Exercise prompt:
Pull each line holding the word "Holanda" from the data.

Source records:

# # # # #

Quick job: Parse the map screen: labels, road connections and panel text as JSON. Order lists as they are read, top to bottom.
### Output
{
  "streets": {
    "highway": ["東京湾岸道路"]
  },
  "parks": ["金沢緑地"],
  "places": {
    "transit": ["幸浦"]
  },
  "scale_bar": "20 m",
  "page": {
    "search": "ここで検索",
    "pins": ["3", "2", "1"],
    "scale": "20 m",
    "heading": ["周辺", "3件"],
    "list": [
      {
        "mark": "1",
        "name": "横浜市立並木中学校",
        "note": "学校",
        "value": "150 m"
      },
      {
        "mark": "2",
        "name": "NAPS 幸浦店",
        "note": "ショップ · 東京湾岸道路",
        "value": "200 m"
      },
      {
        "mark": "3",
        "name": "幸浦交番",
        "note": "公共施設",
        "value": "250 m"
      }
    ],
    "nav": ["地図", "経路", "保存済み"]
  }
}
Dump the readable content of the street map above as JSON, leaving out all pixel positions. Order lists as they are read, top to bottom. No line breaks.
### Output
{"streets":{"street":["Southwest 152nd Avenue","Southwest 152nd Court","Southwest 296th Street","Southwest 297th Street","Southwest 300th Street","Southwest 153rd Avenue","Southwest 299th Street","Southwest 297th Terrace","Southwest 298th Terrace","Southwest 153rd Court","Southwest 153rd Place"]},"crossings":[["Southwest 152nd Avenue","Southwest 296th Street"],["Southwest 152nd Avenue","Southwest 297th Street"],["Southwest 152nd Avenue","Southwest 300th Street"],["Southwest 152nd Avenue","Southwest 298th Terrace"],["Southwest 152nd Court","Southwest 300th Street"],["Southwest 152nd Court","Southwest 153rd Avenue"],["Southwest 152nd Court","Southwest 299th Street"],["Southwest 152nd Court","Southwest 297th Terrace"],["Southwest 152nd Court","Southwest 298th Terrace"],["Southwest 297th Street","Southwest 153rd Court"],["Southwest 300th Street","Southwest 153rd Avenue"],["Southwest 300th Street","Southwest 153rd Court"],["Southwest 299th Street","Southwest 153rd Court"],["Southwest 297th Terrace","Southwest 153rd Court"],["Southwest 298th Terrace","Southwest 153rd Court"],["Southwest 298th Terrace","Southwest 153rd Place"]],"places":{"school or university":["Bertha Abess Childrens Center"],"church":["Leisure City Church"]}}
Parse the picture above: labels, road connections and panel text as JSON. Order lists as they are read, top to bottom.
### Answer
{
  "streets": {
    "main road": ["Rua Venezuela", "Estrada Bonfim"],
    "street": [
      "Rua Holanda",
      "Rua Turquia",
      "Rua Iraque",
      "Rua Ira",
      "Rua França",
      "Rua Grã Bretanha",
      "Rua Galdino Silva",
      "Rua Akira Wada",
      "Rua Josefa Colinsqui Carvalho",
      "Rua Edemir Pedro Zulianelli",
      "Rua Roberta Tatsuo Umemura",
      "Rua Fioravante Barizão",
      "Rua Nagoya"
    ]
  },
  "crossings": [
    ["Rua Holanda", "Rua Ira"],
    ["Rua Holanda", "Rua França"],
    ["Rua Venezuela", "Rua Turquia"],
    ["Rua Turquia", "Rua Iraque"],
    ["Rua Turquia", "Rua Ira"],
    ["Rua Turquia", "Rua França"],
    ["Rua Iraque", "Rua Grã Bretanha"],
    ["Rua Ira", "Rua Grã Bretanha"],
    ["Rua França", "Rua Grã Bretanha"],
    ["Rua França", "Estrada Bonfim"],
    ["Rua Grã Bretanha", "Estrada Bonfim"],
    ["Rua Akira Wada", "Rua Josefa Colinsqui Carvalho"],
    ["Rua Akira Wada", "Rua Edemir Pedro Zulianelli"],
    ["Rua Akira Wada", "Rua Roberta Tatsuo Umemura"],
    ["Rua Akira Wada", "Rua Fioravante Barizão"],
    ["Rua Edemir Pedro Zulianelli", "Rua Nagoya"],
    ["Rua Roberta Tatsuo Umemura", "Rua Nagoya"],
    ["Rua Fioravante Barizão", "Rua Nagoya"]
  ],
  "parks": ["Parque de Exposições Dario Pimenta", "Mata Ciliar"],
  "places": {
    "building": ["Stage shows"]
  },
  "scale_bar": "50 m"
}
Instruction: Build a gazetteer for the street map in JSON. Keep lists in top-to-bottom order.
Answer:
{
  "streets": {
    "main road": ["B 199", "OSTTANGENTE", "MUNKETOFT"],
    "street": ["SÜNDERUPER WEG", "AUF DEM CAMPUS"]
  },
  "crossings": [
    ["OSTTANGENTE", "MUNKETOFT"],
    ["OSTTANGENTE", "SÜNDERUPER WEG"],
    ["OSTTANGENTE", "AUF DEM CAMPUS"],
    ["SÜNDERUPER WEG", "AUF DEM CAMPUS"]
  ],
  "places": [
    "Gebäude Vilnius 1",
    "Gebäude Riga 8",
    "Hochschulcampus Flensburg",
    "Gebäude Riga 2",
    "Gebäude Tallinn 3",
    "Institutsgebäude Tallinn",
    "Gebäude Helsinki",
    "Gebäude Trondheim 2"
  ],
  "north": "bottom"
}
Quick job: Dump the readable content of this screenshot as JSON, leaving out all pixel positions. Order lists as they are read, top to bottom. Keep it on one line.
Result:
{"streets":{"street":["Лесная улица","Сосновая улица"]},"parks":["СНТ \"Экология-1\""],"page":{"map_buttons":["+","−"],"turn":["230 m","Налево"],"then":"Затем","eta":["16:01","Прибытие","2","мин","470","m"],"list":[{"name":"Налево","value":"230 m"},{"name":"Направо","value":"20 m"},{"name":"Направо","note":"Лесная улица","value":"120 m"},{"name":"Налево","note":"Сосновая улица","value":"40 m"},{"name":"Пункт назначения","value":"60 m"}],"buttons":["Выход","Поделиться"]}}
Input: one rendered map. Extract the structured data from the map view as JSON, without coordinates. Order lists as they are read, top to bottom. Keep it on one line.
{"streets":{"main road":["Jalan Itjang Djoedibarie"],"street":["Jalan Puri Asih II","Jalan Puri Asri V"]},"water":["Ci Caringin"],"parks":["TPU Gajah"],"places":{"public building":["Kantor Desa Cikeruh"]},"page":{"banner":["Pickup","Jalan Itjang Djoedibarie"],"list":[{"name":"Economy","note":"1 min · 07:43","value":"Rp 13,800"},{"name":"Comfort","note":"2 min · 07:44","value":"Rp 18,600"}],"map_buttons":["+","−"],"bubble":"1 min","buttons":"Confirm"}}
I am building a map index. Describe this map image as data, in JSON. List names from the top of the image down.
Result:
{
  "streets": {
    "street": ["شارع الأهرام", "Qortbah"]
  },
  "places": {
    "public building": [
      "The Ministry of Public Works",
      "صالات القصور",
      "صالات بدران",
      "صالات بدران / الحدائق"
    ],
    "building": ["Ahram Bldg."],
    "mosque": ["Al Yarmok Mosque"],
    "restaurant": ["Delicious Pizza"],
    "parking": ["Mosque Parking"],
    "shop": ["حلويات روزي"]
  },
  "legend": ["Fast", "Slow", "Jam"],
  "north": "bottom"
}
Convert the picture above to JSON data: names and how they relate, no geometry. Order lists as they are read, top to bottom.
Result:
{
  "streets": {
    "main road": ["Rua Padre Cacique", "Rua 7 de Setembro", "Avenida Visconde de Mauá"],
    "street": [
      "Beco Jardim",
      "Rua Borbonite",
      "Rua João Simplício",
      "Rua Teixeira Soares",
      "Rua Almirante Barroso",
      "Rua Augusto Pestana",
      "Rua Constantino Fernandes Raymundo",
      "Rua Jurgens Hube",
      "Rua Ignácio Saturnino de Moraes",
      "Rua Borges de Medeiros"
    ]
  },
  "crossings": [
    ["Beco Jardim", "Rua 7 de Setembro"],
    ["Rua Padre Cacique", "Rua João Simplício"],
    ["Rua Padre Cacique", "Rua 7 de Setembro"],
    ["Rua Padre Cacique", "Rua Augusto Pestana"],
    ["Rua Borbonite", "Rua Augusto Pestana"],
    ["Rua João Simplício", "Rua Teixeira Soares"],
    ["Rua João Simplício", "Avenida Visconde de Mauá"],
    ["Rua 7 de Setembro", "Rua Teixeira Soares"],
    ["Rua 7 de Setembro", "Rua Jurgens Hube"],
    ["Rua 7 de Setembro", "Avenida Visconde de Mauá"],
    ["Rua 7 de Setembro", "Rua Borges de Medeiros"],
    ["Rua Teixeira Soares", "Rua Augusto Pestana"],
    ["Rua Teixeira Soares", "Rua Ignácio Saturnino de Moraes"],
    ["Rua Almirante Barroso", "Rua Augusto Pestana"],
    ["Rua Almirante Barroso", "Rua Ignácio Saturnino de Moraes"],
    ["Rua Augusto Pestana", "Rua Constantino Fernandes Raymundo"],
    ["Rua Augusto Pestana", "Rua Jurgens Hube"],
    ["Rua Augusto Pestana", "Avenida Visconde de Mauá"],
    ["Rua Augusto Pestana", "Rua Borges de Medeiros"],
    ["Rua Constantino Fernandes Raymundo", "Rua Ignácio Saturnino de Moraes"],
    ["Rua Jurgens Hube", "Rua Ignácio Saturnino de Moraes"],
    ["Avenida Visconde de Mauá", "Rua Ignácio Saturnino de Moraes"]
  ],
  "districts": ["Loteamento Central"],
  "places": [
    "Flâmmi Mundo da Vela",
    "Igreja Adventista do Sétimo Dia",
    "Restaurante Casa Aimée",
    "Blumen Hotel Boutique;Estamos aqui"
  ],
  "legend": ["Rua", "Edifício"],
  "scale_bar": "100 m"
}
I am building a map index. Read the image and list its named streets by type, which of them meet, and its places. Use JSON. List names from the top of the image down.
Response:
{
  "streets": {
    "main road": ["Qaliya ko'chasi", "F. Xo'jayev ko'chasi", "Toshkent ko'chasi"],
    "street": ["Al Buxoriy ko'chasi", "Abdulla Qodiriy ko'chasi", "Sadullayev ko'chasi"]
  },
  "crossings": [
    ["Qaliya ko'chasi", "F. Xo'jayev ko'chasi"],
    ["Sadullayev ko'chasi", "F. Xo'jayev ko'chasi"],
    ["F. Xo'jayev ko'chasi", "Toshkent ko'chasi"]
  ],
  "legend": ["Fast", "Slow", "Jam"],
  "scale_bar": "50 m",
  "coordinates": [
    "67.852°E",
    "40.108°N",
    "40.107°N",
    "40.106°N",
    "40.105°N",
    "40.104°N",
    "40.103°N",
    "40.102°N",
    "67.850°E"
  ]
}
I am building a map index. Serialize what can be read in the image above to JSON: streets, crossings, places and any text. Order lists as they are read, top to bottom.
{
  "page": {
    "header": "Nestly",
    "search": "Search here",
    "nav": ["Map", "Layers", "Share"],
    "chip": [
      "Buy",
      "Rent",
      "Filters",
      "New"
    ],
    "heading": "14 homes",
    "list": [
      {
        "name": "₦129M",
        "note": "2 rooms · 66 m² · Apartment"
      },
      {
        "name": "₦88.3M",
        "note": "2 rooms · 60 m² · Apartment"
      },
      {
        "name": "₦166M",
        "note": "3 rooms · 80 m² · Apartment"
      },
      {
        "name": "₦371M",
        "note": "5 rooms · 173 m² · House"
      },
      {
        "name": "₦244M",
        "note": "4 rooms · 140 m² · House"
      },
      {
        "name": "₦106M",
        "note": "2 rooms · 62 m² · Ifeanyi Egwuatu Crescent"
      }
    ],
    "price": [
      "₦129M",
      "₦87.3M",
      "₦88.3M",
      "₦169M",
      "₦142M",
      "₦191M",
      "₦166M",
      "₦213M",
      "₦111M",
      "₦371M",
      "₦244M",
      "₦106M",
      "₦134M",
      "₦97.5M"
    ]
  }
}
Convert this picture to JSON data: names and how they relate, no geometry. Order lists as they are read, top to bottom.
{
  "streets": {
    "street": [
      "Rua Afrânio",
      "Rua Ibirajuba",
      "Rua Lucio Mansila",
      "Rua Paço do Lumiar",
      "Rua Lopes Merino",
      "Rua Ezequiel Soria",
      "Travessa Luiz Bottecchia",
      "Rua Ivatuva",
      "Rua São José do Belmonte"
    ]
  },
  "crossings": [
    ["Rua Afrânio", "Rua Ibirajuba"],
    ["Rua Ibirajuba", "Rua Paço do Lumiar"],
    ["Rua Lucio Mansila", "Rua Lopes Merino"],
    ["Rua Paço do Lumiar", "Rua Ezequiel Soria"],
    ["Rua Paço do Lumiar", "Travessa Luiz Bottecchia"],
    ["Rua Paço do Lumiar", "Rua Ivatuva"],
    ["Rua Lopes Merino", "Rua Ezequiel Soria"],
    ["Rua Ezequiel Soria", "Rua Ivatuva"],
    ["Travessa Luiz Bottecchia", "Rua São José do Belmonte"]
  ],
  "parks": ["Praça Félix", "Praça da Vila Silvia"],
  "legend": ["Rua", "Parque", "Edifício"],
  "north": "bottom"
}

# # # # #

Task solution:
      "Rua Holanda",
    ["Rua Holanda", "Rua Ira"],
    ["Rua Holanda", "Rua França"],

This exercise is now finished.